Every line below that has "inset" in it should be copied.

Collected data:
*** Block opens ***

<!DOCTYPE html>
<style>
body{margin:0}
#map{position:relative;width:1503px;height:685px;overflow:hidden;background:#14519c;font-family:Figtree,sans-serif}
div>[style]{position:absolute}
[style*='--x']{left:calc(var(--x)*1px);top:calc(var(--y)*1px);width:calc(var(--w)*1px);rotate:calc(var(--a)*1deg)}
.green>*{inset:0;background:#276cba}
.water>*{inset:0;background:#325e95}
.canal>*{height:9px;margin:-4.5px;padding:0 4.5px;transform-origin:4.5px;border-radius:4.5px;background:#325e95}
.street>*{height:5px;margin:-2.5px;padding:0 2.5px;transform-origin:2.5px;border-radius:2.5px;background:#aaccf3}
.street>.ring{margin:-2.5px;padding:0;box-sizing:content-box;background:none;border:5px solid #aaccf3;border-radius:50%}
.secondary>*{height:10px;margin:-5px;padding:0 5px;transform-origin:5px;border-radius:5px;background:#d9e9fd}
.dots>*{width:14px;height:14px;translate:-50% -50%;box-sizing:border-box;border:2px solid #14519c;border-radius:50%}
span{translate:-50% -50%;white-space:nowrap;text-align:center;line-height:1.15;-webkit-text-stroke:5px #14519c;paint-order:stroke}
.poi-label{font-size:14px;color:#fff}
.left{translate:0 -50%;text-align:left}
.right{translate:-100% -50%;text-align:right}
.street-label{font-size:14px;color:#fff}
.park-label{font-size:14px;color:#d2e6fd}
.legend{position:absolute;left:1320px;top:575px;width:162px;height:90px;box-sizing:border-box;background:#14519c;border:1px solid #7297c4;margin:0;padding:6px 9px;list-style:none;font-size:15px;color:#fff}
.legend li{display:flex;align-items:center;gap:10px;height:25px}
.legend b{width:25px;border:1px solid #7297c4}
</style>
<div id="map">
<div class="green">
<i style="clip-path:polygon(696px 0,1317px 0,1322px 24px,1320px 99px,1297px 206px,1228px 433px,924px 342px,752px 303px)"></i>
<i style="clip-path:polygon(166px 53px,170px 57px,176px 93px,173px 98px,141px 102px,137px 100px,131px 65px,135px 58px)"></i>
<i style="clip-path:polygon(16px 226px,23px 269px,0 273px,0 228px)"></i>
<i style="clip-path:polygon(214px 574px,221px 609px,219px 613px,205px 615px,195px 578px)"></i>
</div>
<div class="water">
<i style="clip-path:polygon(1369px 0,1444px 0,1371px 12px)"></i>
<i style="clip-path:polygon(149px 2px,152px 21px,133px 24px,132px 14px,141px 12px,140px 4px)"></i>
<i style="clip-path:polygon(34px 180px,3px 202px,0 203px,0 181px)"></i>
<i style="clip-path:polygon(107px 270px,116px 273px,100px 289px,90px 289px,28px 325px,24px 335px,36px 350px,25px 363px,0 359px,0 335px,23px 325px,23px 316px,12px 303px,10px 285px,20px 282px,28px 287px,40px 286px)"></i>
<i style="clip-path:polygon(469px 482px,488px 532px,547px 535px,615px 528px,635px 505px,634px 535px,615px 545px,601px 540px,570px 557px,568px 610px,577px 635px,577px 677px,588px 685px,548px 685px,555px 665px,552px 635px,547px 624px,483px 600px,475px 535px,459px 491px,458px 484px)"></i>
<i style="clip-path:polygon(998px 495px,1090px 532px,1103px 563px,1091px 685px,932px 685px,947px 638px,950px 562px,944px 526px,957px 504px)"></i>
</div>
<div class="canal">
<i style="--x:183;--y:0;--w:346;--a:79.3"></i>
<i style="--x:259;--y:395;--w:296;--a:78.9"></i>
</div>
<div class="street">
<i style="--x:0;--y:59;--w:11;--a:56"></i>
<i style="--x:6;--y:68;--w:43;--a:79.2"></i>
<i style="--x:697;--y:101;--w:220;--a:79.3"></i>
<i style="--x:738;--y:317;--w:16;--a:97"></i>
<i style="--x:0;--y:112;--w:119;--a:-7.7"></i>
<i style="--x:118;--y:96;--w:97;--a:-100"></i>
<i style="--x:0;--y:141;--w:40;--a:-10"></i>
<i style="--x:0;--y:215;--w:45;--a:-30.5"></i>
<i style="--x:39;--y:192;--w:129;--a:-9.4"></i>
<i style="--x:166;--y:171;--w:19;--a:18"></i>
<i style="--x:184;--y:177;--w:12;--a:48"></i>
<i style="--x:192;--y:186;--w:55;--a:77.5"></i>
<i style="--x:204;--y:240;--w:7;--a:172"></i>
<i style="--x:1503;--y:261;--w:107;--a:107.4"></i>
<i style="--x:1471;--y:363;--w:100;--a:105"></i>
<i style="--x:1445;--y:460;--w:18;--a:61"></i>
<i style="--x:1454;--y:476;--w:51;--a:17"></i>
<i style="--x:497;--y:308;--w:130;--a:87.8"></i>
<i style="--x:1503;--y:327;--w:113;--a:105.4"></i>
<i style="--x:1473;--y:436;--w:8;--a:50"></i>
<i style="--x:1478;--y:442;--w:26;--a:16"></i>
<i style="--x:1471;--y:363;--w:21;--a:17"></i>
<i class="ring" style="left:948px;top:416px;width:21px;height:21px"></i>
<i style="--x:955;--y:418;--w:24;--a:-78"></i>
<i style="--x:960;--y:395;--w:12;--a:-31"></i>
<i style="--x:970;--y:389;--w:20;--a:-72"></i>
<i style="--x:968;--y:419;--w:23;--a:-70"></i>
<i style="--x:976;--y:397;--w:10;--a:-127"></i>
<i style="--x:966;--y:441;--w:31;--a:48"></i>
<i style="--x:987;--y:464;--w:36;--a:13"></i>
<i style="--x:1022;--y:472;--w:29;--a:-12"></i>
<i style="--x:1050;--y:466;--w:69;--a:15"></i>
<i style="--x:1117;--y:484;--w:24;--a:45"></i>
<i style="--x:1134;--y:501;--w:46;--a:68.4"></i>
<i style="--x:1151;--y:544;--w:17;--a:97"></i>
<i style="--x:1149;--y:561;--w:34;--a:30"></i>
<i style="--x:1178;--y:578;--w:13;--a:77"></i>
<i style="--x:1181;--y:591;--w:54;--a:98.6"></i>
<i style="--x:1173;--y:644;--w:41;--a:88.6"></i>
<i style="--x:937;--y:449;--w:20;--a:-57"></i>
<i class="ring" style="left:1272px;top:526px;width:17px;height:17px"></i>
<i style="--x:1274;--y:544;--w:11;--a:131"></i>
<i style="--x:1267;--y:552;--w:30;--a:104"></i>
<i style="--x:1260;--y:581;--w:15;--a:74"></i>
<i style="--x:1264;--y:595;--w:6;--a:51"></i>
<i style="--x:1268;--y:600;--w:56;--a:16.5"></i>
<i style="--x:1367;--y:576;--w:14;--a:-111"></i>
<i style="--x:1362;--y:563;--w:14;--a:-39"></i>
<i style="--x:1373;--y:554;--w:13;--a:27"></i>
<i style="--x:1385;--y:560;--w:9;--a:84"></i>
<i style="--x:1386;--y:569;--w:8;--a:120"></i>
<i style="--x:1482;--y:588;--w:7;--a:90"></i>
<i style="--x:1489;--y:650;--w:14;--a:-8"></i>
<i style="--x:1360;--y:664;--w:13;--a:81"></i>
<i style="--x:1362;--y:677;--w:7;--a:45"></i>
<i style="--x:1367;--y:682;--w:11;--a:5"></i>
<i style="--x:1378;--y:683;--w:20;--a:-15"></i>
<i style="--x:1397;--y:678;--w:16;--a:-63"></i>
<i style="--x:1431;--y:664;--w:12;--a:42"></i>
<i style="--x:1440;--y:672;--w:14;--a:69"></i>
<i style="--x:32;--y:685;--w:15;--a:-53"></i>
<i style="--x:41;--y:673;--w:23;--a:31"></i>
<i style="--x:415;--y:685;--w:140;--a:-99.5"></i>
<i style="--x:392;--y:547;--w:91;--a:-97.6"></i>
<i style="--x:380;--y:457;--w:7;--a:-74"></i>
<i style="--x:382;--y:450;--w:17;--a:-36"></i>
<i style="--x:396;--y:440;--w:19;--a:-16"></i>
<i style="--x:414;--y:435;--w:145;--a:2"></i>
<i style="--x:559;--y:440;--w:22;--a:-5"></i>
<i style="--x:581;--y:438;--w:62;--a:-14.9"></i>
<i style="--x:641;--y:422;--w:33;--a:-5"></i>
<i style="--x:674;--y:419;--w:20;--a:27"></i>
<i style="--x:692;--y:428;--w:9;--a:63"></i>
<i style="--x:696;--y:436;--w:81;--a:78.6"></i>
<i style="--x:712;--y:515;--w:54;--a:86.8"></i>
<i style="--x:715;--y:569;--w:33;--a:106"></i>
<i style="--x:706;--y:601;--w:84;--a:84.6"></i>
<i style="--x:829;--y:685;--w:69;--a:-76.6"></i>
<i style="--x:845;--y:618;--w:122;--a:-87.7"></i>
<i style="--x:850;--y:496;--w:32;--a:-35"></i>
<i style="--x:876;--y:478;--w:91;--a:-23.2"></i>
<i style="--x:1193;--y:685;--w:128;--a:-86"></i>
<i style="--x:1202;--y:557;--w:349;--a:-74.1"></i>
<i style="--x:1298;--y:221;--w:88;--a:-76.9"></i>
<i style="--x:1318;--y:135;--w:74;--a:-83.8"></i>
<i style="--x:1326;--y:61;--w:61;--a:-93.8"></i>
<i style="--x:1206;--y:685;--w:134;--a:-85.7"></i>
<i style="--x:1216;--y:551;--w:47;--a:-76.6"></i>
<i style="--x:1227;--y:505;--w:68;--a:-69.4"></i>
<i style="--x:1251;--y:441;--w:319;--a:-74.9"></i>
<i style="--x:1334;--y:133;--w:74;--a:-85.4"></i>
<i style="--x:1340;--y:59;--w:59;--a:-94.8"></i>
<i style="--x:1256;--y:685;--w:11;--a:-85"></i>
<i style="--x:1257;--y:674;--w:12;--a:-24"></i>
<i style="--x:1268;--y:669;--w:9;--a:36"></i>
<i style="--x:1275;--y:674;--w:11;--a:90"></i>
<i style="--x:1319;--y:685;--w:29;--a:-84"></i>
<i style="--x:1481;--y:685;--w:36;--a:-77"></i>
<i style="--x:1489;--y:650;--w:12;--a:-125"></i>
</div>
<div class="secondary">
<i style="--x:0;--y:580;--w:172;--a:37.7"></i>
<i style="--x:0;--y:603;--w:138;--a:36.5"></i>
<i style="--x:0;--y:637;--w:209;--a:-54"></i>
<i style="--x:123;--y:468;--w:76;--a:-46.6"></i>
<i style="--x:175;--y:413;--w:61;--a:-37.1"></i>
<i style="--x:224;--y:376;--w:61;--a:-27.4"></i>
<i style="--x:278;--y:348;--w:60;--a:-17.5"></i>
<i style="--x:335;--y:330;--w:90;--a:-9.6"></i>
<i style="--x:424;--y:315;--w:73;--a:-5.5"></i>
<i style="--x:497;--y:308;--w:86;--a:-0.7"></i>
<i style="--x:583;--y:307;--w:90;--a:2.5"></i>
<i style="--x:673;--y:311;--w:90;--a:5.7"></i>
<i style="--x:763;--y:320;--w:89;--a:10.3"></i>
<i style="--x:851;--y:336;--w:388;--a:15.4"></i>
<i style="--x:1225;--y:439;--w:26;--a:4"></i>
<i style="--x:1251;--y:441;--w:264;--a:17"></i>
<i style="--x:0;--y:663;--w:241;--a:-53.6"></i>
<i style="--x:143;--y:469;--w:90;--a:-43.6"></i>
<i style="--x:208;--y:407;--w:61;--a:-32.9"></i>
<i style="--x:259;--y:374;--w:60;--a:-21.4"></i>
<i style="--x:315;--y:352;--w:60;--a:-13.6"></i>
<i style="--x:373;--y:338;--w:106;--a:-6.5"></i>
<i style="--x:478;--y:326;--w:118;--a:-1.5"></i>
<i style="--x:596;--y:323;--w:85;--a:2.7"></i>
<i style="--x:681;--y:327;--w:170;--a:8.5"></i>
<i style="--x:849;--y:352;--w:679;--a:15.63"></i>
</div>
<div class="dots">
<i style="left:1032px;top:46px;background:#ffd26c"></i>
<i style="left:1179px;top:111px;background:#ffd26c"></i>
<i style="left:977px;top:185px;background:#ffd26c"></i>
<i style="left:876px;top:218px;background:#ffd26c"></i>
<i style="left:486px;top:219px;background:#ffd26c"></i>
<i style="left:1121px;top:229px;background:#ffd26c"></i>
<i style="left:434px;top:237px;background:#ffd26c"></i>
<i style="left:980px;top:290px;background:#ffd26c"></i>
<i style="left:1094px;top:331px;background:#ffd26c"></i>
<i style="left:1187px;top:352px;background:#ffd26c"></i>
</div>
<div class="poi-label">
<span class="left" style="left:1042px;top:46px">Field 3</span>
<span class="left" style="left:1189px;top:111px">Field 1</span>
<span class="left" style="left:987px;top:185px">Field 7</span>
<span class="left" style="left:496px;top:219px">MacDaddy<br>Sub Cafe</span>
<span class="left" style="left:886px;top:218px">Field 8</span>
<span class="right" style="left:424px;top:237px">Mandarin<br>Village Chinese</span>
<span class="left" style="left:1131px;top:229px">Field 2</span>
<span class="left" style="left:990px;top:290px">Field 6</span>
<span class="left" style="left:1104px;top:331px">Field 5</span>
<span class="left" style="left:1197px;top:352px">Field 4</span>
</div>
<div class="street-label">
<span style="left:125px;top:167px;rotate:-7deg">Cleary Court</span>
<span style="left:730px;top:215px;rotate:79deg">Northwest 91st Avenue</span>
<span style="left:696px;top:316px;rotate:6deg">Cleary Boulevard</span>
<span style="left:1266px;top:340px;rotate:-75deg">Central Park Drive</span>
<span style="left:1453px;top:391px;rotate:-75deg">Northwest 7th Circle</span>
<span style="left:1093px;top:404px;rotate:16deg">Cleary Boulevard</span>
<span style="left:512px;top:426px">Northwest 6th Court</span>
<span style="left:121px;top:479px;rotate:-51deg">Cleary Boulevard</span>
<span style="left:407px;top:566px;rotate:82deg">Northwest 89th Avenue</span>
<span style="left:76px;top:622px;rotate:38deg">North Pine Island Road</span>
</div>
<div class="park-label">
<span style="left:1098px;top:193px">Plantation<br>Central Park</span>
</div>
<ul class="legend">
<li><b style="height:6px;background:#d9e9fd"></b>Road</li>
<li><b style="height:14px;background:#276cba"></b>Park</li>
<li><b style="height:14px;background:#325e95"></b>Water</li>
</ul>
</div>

*** Block closes ***

Solution for this exercise
.green>*{inset:0;background:#276cba}
.water>*{inset:0;background:#325e95}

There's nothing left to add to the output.